** EXERCISE REQUIREMENTS **
Show all the lines in the data below that include the word "Carwash".

##### SUPPLIED ENTRIES #####

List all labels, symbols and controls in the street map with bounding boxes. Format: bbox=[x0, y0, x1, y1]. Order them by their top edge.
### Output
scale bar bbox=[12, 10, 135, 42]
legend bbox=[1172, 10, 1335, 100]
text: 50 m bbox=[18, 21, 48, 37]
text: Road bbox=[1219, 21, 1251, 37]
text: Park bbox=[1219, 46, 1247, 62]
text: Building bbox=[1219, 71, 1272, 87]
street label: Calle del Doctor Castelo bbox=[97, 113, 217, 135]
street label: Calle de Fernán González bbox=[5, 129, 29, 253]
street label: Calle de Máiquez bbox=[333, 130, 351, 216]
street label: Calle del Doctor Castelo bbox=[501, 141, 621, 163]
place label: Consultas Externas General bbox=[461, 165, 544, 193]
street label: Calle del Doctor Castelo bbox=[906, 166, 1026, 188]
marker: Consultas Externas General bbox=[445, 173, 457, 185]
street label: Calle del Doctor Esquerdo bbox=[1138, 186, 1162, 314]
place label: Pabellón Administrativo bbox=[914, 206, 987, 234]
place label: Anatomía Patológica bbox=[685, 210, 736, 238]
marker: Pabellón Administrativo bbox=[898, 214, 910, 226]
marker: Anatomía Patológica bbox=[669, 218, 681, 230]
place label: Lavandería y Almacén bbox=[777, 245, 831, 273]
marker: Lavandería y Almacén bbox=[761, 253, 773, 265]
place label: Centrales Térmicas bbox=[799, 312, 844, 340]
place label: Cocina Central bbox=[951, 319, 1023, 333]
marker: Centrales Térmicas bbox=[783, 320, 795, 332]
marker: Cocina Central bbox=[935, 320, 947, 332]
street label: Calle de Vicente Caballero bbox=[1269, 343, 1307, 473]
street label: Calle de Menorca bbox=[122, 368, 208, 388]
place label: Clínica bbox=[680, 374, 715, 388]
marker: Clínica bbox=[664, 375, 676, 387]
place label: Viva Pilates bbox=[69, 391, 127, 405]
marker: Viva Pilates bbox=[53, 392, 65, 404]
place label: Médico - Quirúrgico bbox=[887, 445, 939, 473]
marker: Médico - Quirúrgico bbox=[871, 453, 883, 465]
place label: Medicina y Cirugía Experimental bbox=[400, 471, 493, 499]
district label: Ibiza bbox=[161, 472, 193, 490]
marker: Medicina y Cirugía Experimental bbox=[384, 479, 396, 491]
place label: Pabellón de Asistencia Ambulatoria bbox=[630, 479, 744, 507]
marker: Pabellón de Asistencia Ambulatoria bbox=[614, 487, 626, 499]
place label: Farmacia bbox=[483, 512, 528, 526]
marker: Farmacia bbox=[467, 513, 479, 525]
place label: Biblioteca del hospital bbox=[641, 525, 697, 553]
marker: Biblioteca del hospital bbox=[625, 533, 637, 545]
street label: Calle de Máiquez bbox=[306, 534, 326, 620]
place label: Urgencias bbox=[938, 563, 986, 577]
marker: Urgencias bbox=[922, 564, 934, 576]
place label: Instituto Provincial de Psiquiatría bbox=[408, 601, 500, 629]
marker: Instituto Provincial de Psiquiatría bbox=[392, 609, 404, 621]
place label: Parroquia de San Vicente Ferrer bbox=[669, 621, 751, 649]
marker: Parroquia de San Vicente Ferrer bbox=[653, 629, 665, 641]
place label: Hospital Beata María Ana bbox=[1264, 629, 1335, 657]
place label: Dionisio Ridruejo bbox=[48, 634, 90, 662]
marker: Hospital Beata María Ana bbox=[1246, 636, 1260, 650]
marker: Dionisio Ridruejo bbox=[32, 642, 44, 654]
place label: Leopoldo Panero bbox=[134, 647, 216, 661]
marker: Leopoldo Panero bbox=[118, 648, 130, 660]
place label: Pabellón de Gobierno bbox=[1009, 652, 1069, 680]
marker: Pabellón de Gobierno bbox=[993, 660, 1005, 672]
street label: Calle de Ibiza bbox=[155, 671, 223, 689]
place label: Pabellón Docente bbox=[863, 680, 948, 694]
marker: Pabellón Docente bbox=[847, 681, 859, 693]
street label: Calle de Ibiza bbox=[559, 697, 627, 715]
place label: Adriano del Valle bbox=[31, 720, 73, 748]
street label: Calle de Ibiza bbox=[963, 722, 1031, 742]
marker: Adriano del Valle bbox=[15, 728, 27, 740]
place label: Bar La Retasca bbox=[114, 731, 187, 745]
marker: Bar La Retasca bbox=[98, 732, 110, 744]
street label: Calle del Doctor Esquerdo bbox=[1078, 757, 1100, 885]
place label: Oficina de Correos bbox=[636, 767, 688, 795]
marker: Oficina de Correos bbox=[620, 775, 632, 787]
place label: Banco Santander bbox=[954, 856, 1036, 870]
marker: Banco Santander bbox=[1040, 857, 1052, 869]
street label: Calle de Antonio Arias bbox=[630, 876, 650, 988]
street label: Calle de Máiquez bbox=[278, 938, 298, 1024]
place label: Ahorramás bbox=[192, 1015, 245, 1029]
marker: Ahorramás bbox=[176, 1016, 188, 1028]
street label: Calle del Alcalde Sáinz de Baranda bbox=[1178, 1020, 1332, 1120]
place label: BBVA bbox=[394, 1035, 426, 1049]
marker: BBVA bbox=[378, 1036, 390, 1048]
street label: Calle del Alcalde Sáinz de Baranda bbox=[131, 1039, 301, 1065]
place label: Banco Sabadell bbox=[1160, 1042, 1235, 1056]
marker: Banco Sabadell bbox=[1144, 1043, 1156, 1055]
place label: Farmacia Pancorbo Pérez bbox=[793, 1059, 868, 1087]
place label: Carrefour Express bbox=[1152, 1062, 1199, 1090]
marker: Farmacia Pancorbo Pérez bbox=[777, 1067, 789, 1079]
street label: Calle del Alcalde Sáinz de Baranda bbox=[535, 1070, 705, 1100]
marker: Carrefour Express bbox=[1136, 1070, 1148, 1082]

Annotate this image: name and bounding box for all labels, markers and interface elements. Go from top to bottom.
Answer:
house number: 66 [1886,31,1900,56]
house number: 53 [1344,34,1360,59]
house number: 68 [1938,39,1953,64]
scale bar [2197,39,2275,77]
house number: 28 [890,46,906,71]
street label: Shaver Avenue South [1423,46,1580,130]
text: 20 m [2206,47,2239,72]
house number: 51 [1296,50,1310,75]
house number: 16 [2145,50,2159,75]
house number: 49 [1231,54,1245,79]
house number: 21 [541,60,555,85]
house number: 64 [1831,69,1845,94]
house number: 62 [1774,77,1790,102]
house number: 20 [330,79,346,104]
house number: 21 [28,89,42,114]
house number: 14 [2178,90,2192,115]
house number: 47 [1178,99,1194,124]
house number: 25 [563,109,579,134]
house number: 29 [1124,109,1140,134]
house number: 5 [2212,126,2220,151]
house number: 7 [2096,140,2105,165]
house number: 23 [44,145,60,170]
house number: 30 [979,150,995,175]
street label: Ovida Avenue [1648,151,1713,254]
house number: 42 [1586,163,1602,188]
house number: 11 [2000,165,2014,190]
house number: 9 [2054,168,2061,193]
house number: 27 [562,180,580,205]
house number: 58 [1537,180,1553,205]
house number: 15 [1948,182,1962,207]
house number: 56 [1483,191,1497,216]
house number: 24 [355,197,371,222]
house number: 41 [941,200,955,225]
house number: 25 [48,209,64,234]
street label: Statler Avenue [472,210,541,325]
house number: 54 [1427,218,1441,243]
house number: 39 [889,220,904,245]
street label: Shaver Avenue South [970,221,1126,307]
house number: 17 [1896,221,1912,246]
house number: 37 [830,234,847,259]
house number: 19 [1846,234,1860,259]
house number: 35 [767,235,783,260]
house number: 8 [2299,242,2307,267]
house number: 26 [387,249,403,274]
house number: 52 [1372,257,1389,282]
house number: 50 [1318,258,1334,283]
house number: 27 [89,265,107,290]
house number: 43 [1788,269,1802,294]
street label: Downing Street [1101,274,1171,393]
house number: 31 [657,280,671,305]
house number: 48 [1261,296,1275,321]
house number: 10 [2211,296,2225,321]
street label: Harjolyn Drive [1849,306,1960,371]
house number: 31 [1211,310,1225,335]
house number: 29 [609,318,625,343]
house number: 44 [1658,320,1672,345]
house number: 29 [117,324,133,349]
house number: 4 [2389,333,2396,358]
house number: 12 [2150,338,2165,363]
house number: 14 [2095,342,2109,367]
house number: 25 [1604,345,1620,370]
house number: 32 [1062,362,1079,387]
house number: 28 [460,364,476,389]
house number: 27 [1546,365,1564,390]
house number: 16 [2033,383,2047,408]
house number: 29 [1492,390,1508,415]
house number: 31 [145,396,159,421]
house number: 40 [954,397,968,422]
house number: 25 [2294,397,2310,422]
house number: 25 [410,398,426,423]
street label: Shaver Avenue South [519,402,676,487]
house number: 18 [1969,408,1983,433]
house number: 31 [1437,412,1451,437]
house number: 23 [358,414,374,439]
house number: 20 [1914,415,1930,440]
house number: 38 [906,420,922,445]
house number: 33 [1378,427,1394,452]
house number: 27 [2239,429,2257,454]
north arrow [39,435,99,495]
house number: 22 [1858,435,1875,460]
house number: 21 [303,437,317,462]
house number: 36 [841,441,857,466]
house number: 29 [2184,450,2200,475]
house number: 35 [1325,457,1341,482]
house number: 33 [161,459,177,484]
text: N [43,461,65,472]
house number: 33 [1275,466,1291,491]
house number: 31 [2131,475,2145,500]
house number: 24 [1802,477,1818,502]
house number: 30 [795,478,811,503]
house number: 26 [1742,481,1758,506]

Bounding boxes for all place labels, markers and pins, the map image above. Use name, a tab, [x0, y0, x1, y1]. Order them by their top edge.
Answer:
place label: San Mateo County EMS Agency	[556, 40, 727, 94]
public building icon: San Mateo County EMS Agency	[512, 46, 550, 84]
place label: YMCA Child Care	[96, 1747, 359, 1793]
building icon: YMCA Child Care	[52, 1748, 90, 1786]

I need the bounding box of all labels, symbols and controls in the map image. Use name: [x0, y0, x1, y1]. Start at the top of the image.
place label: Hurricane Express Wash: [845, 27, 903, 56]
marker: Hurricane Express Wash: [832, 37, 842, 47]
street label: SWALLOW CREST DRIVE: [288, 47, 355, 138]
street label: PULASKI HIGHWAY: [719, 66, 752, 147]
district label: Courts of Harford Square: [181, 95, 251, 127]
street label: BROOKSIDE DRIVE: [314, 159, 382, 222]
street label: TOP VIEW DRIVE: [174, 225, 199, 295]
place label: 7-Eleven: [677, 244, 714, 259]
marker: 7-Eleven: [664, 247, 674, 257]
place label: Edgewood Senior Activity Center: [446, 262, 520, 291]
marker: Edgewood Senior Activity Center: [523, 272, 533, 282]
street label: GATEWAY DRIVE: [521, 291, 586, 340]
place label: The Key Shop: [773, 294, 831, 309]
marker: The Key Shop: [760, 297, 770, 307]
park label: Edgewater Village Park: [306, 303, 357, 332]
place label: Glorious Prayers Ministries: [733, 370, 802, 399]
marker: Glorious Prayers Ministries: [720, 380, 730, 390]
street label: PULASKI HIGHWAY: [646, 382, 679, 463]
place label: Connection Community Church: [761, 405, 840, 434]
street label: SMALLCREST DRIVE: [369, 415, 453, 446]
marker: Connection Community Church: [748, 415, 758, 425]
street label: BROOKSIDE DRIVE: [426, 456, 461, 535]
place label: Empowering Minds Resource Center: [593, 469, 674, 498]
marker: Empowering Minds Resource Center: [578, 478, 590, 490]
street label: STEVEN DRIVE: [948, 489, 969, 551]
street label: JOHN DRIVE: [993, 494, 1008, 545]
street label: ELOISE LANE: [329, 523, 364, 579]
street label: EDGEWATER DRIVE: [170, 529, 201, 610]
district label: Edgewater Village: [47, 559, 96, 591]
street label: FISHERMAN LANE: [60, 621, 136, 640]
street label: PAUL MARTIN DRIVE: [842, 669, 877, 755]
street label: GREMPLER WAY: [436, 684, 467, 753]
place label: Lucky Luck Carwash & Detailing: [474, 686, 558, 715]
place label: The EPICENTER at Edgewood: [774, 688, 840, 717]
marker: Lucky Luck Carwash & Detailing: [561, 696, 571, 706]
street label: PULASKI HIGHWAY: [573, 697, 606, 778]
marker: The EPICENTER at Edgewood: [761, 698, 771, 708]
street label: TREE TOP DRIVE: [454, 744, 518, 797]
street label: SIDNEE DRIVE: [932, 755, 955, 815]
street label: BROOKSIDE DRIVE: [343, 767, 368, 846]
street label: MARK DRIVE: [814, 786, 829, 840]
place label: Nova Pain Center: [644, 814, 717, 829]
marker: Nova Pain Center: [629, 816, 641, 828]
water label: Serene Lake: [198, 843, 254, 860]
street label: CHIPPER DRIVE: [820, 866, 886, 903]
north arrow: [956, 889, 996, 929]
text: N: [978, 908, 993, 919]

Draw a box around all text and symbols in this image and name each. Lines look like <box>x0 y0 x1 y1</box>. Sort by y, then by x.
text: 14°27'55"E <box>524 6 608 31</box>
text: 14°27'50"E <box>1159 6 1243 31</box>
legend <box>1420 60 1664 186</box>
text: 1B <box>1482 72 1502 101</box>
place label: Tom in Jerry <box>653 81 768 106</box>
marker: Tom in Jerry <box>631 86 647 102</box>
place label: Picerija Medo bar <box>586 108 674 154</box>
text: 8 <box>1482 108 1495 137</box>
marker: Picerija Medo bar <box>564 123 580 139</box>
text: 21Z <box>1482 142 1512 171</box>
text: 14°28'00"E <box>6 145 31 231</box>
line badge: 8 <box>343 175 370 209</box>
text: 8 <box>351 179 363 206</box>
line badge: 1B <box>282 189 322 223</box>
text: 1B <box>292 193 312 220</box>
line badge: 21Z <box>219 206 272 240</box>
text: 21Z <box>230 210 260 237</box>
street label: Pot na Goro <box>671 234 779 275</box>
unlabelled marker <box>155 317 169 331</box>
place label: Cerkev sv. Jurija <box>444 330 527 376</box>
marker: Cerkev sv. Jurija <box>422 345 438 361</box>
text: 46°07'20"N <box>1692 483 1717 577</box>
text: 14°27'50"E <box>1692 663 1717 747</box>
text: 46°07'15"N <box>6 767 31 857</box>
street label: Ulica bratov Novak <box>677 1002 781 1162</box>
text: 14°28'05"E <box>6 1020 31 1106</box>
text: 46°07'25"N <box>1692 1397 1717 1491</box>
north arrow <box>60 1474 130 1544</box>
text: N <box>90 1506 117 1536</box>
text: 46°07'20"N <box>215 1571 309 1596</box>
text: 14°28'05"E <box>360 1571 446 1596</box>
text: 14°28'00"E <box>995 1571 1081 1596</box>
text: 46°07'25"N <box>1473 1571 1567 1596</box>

#####

** SOLUTION TO THIS PROBLEM **
place label: Lucky Luck Carwash & Detailing: [474, 686, 558, 715]
marker: Lucky Luck Carwash & Detailing: [561, 696, 571, 706]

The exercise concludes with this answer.